Merle Haggard Drummer Biff Adam Has Died

Another one of The Strangers has reunited with Merle Haggard in the big honky tonk in the sky. Biff Adam—the long-time drummer for Merle Haggard’s backing band passed away in his sleep Saturday evening, March 7th, due to congestive heart failure. He was 83-years-old.

Joining The Strangers in 1970 as the replacement for Eddie Burris, Biff would go on to help mint the signature sound of The Strangers in the 70’s and beyond with his double shuffle beat that went on to influence many other country drummers, and gave Merle Haggard the drive and groove that led his music into multiple decades.

“A tough old boy and he’s got some legs that are incredible, and he can stay in tempo and keep the beat longer than any drummer in America,”
Merle once said about his drummer of some 42 years.

Born Clair Adam on April 19th, 1936 in Reading, Pennsylvania, he was sent to an orphanage in Hershey, Pennsylvania after both of his parents died. He took up playing drums in the 5th grade, and got the nickname “Beef” while playing football in high school due to his large size. It was changed to “Biff” later when he joined the Navy, and started hanging around honky tonk bars in Long Beach, California where he would eventually meet Bobby Bare and Roger Miller, sitting in with them upon occasion, and getting swept up in the music business.

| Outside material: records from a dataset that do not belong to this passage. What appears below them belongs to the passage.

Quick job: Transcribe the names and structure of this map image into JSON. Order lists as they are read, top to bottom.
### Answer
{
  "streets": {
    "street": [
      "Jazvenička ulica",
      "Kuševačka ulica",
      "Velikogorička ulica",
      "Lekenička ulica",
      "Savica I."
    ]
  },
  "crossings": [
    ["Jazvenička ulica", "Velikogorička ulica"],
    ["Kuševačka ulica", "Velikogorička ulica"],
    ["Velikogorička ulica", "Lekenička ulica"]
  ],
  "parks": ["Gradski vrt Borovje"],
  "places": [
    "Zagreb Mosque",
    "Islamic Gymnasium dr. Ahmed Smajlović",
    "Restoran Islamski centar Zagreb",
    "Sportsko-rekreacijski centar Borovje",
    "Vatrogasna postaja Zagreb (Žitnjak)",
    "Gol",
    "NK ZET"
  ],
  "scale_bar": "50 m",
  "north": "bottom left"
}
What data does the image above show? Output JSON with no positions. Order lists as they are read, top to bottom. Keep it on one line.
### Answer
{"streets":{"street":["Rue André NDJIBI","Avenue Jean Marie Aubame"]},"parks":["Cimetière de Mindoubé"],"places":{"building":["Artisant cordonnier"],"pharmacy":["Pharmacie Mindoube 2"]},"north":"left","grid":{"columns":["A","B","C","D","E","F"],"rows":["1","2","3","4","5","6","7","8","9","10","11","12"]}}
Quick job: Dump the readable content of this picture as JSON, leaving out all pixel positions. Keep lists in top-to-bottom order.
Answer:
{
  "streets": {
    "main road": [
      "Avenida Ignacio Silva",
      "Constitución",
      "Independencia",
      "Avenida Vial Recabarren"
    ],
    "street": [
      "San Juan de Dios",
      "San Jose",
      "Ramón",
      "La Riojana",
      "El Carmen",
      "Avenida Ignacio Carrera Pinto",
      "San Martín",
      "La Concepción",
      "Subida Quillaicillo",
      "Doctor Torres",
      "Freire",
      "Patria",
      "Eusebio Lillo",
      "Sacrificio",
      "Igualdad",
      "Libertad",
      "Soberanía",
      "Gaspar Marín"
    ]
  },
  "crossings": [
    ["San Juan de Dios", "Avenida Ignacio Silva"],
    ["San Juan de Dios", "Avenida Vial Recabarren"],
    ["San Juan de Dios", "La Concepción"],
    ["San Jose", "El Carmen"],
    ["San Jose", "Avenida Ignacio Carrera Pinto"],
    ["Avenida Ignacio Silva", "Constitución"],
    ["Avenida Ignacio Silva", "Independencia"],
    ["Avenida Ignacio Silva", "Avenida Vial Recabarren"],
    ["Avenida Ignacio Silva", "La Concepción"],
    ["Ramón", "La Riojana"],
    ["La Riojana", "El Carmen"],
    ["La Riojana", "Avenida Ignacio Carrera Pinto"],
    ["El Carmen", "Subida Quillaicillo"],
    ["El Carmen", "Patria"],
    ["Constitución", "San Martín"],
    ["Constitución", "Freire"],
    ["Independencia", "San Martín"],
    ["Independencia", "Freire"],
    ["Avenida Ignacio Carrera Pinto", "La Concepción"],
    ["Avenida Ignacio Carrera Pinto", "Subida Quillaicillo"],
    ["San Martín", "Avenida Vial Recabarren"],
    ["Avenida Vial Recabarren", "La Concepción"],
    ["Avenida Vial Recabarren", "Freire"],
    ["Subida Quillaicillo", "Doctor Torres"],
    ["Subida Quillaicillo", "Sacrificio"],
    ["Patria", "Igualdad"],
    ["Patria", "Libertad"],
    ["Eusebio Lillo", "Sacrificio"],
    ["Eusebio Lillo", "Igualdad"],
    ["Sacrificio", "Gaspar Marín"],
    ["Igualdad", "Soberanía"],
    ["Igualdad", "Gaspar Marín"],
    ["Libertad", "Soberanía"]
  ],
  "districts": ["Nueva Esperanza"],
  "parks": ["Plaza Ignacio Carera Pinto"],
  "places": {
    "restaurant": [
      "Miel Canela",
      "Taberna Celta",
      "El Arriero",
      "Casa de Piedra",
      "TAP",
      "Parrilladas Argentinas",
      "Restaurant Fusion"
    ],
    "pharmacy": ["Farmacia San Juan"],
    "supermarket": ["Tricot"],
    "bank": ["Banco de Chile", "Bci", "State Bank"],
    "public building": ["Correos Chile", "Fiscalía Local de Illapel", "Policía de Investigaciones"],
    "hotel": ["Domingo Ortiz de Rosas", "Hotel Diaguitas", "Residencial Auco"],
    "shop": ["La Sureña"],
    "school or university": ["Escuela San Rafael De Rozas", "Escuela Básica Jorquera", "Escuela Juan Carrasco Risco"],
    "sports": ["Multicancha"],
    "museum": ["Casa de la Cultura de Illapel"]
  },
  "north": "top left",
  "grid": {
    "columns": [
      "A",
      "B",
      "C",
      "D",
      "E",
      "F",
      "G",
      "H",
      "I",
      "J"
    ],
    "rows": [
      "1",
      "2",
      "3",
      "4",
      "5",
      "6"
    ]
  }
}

Biff Adam’s first gigs were as a session drummer, playing with The Ventures, and he played on the soundtrack for The Jungle Book released in 1967. As one of the regulars in a house band at Hollywood’s Palomino Club called Red Rhodes and the Detours, Biff ran into Merle Haggard. “You looking for a job?” Merle Haggard asked Biff, with the drummer answering, “No.” Merle responded, “Well, I got one for you if you want it,” and the rest is history.

Along with playing drums, Biff Adam did a stint as Merle Haggard’s bus driver and publicist. He also played on all of The Strangers’ solo records of the era, including the track “Biff Bam Boom” on Introducing My Friends, The Strangers. Biff played with other important figures in country as well, most notably backing up Bob Wills in the last show the Western Swing legend ever played in Fort Worth, TX.

Biff Adam is also credited as a co-writer on the song “Champagne” off of Merle’s 1973 album, I Love Dixie Blues, and as many Merle Haggard fans can attest, Biff received numerous shout outs from his boss on multiple recordings.

Daughters Connie Ishman and Debi Stalder announced his death on Saturday evening, and are planning a celebration of life for the drummer later in the year.